Stored items
'''

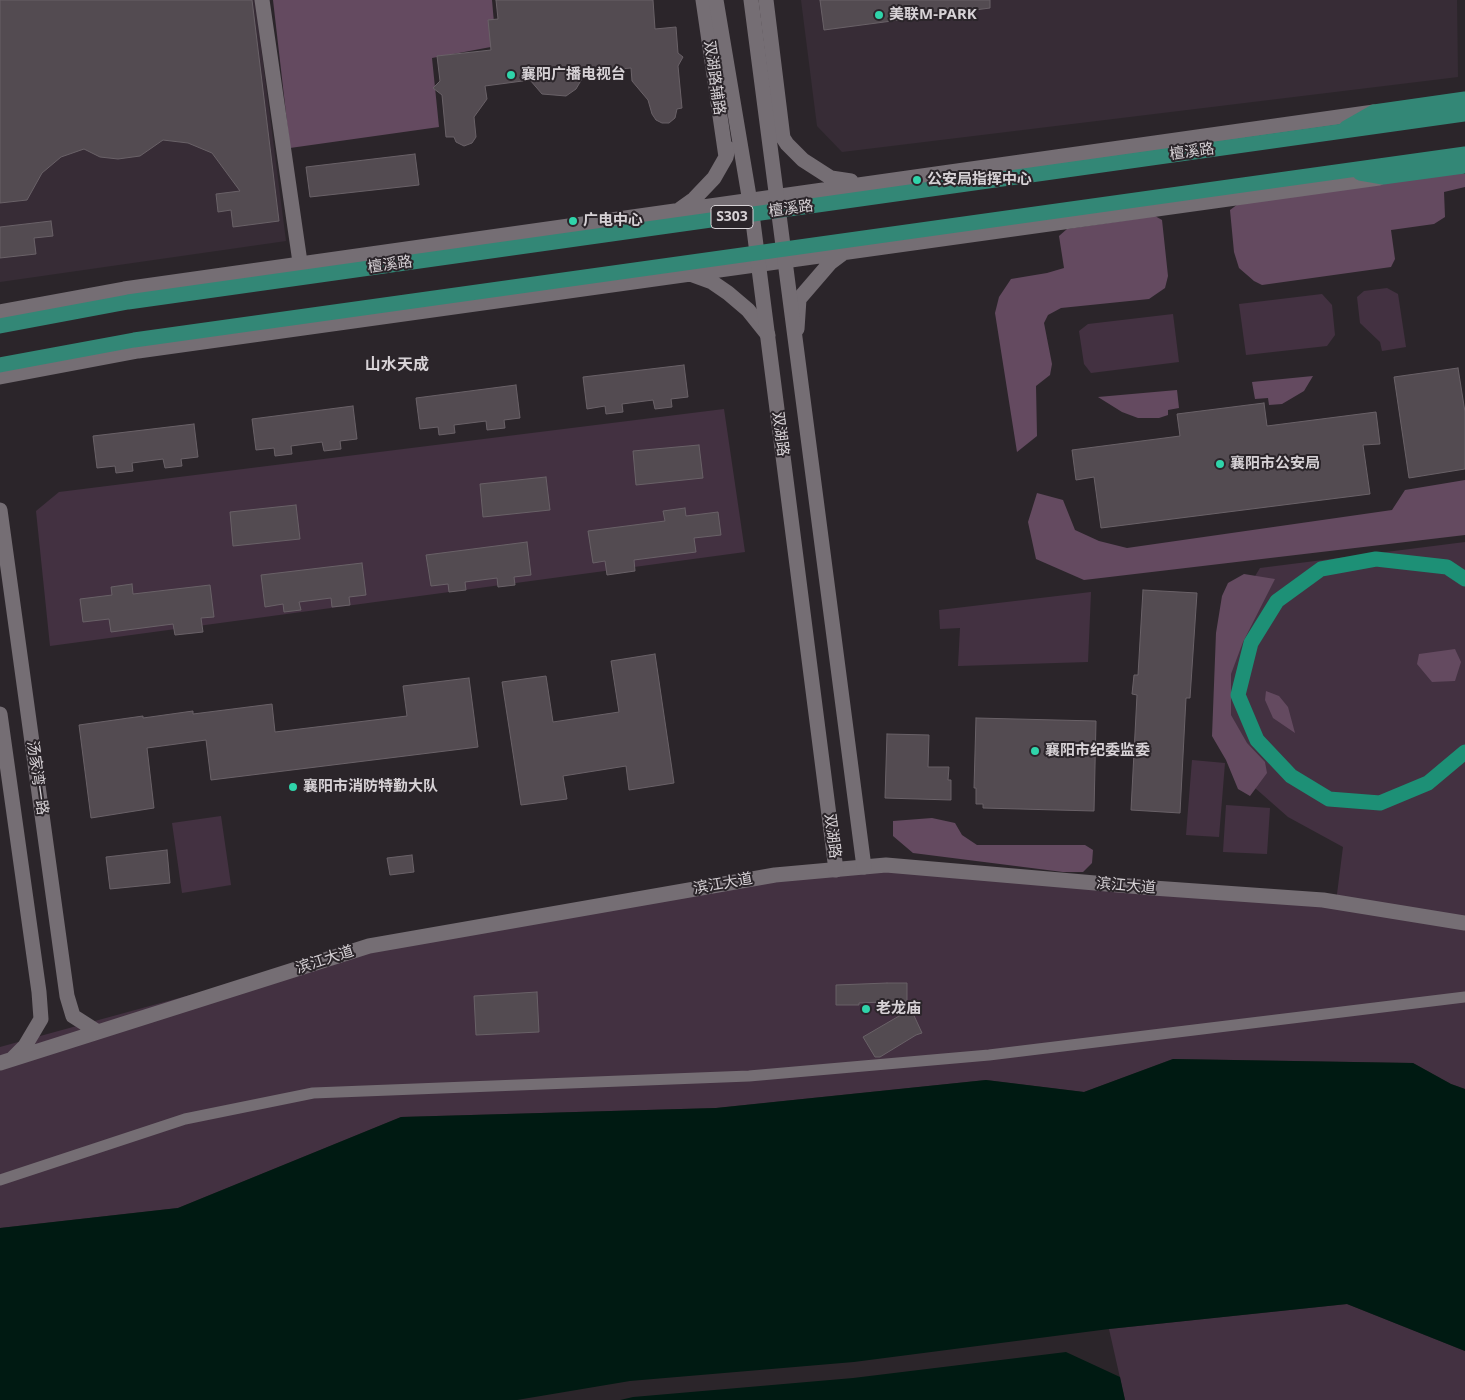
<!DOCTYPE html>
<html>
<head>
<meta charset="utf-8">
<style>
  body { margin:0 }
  canvas { display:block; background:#2b252a }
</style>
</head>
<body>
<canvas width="1465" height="1400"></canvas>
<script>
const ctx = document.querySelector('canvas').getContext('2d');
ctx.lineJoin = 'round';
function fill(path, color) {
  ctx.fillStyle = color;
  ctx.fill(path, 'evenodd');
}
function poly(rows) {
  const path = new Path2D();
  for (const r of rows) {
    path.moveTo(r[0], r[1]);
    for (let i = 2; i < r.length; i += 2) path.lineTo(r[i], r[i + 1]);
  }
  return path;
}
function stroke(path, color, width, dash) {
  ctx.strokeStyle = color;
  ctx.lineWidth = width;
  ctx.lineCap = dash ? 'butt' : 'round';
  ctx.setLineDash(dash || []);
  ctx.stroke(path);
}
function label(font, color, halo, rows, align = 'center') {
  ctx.font = font + ' "Noto Sans","Noto Sans SC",sans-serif';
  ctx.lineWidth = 4;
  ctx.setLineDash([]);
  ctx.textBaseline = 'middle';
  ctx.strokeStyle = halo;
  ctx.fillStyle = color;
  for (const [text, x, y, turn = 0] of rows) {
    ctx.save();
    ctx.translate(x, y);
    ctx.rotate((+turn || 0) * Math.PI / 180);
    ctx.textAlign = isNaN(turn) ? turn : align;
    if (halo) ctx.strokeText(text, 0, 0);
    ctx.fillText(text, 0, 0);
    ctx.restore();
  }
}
fill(poly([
  [0,0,255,0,286,241,0,282],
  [801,0,1457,0,1458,77,842,152,817,126]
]), '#372c36');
fill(poly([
  [1387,288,1398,294,1406,347,1382,351,1380,342,1360,323,1357,297,1364,291],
  [1322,294,1332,305,1335,335,1327,346,1246,355,1239,304],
  [1173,314,1179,362,1091,373,1084,364,1079,331,1088,324],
  [724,409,745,552,50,646,36,511,59,492],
  [1465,542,1465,1089,1451,1084,1413,1063,1173,1059,1084,1092,986,1080,716,1108,401,1117,178,1208,0,1228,0,1047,369,946,864,867,1336,902,1343,847,1288,817,1246,780,1213,715,1227,622,1260,568],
  [1091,592,1088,662,958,666,960,628,940,629,939,610],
  [1192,760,1225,763,1219,837,1186,835],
  [1226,805,1270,808,1267,854,1223,852],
  [221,816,231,885,182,893,172,823],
  [1347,1304,1465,1351,1465,1400,1125,1400,1109,1329]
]), '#433141');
fill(poly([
  [273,0,492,0,496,46,432,58,439,127,290,148],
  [1458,171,1465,174,1465,187,1444,192,1445,217,1434,224,1391,230,1395,259,1391,267,1262,285,1254,281,1239,268,1234,252,1230,210,1238,204],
  [1155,216,1162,220,1168,276,1165,288,1149,299,1061,308,1048,315,1044,323,1052,364,1050,375,1036,386,1037,436,1017,452,995,313,999,297,1011,279,1047,273,1064,268,1059,236,1067,229],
  [1313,376,1304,391,1282,404,1269,405,1268,398,1255,399,1252,382],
  [1177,390,1179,408,1168,410,1168,415,1159,418,1138,418,1122,412,1098,397],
  [1465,480,1465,535,1084,580,1036,559,1028,522,1037,493,1063,500,1075,530,1099,541,1127,548,1392,510,1405,490],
  [1244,574,1275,579,1243,642,1231,674,1231,715,1247,743,1265,762,1267,773,1250,796,1238,789,1226,760,1212,736,1216,633,1222,596,1228,583],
  [1455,649,1461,662,1455,681,1432,682,1417,664,1419,654],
  [1266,691,1279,696,1288,707,1295,733,1273,718,1265,700],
  [932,818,955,823,962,835,977,845,1085,845,1093,850,1092,863,1083,872,1063,872,913,853,893,836,893,821]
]), '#644a60');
fill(poly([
  [1173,1059,1413,1063,1451,1084,1465,1089,1465,1351,1347,1304,1109,1329,854,1362,630,1381,517,1400,0,1400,0,1228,178,1208,401,1117,716,1108,986,1080,1084,1092],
  [1066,1352,1120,1377,1125,1400,620,1400,633,1397,853,1378]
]), '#001a12');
const building = poly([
  [0,0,252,0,279,221,233,227,231,210,218,212,216,194,240,191,212,153,188,143,163,140,140,156,118,159,100,157,84,149,61,157,42,173,27,200,0,203,0,0],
  [496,0,653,0,655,29,676,27,678,53,683,57,678,66,682,108,677,109,675,118,669,123,662,123,656,120,652,114,648,100,632,81,631,68,586,72,576,89,566,96,542,94,530,80,485,86,487,99,474,117,476,137,472,143,464,146,456,142,454,137,446,137,442,95,433,88,440,81,437,56,491,50,488,20,498,19,496,0],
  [820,0,990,0,990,8,824,30,820,0],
  [415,154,419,185,310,197,306,167,415,154],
  [51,221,53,236,34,238,36,254,0,258,0,227,51,221],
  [684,365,688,397,671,399,672,407,655,409,653,400,622,404,623,412,606,414,605,406,587,409,583,377,684,365],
  [1458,368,1465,412,1465,469,1409,478,1394,377,1458,368],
  [516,385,520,418,504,420,505,428,487,430,486,421,454,425,455,433,439,435,438,427,420,429,416,398,516,385],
  [1264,403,1267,426,1376,412,1380,444,1363,445,1370,494,1101,528,1094,477,1076,480,1072,450,1180,436,1177,414,1264,403],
  [353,406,357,439,340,441,341,449,324,451,322,442,291,446,292,454,275,456,274,448,256,450,252,419,353,406],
  [194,424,198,457,181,459,182,466,165,468,163,459,132,463,133,471,116,473,115,466,97,468,93,436,194,424],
  [699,445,703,478,636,485,633,451,699,445],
  [546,477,550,510,483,517,480,484,546,477],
  [296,505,300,539,233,546,230,512,296,505],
  [685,508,686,516,718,512,721,535,694,538,696,552,634,560,635,571,607,575,605,561,593,563,588,531,665,521,663,511,685,508],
  [527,542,531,575,514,577,515,585,498,587,497,578,465,582,466,590,449,592,448,584,431,586,426,555,527,542],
  [362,563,366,595,349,597,350,605,332,607,331,598,299,602,301,610,284,612,283,604,265,607,261,575,362,563],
  [132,584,133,594,210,585,214,617,201,618,203,632,175,635,173,624,111,632,109,619,83,622,80,599,112,595,111,587,132,584],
  [1143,590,1197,593,1190,698,1186,698,1180,813,1131,810,1137,695,1132,694,1134,675,1138,675,1143,590],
  [655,654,674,783,629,790,626,766,563,776,567,799,521,805,502,682,546,676,553,722,619,712,611,661,655,654],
  [469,678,478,747,211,780,206,740,147,748,154,808,91,818,79,725,143,716,143,718,193,711,193,714,272,704,275,732,407,716,403,686,469,678],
  [976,718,1096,721,1094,811,983,808,983,804,976,804,976,788,974,788,976,718],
  [887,734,929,735,928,767,949,767,948,780,951,780,951,800,885,798,887,734],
  [167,850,170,883,110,889,106,857,167,850],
  [412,855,414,872,390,875,387,858,412,855],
  [887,983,907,983,907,1001,859,1003,859,1005,836,1005,836,985,887,983],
  [537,992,539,1032,476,1035,474,996,537,992],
  [911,1009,922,1033,916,1035,880,1057,875,1057,863,1037,911,1009]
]);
fill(building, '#534b51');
stroke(building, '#696167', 1);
stroke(poly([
  [0,1180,185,1119,313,1093,749,1076,989,1055,1465,997]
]), '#756e74', 11);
stroke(poly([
  [262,0,302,276]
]), '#756e74', 15);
stroke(poly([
  [703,0,726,157],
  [766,0,783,138],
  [778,130,787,144,803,160,831,178,851,181],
  [680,209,694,199,714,178,726,157,728,148],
  [690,274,712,282,728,293,748,310,768,335],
  [0,312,124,289,1374,112],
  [797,329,799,299,830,263,842,254],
  [0,377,138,351,1379,178],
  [0,510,67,996,73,1016,98,1032],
  [0,714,39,992,41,1019,25,1046,13,1058],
  [0,1063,369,946,775,875,886,865,1153,888,1323,900,1465,923]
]), '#756e74', 15);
stroke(poly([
  [716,0,752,214,836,870],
  [751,0,864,867]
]), '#756e74', 15);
stroke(poly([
  [1346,128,1374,112,1465,99],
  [1360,173,1383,177,1465,166],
  [0,326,128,302,1465,114],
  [0,365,134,340,1465,154]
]), '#338776', 15);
stroke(poly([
  [1465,579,1447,567,1376,559,1321,569,1277,601,1251,643,1238,695,1257,740,1291,776,1329,799,1380,803,1428,783,1465,752]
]), '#1d9076', 15);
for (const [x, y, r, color] of [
  [879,15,5,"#2fd4aa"],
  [511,75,5,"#2fd4aa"],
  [917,180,5,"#2fd4aa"],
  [573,221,5,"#2fd4aa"],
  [1220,464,5,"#2fd4aa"],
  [1035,751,5,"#2fd4aa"],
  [293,787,5,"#2fd4aa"],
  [866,1009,5,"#2fd4aa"]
]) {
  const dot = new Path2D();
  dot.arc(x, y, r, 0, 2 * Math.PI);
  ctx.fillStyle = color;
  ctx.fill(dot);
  stroke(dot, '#2b252a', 2);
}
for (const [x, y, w] of [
  [732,217,42]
]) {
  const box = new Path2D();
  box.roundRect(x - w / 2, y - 11.5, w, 23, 4);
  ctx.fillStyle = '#2b252a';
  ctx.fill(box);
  stroke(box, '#d7d2d6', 1);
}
label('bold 14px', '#d7d2d6', null, [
  ["S303",732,217]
]);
label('bold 15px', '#d7d2d6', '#2b252a', [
  ["美联M-PARK",889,15],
  ["襄阳广播电视台",521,75],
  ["公安局指挥中心",927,180],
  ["广电中心",583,221],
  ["襄阳市公安局",1230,464],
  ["襄阳市纪委监委",1045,751],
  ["襄阳市消防特勤大队",303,787],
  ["老龙庙",876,1009]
], 'left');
label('15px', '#d7d2d6', '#2b252a', [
  ["双湖路辅路",714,78,82],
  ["檀溪路",1192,152,-8],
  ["檀溪路",791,209,-8],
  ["檀溪路",390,265,-8],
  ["双湖路",780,434,83],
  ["汤家湾一路",37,778,82],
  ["双湖路",832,836,83],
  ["滨江大道",723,884,-10],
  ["滨江大道",1126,886,5],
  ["滨江大道",325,960,-18]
]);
label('bold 16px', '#d7d2d6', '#2b252a', [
  ["山水天成",397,365]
]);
</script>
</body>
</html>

'''

● Problem to solve: Wherever a line in the records contains the word "Math", copy that line.

● Answer to this task:
    ctx.rotate((+turn || 0) * Math.PI / 180);
  dot.arc(x, y, r, 0, 2 * Math.PI);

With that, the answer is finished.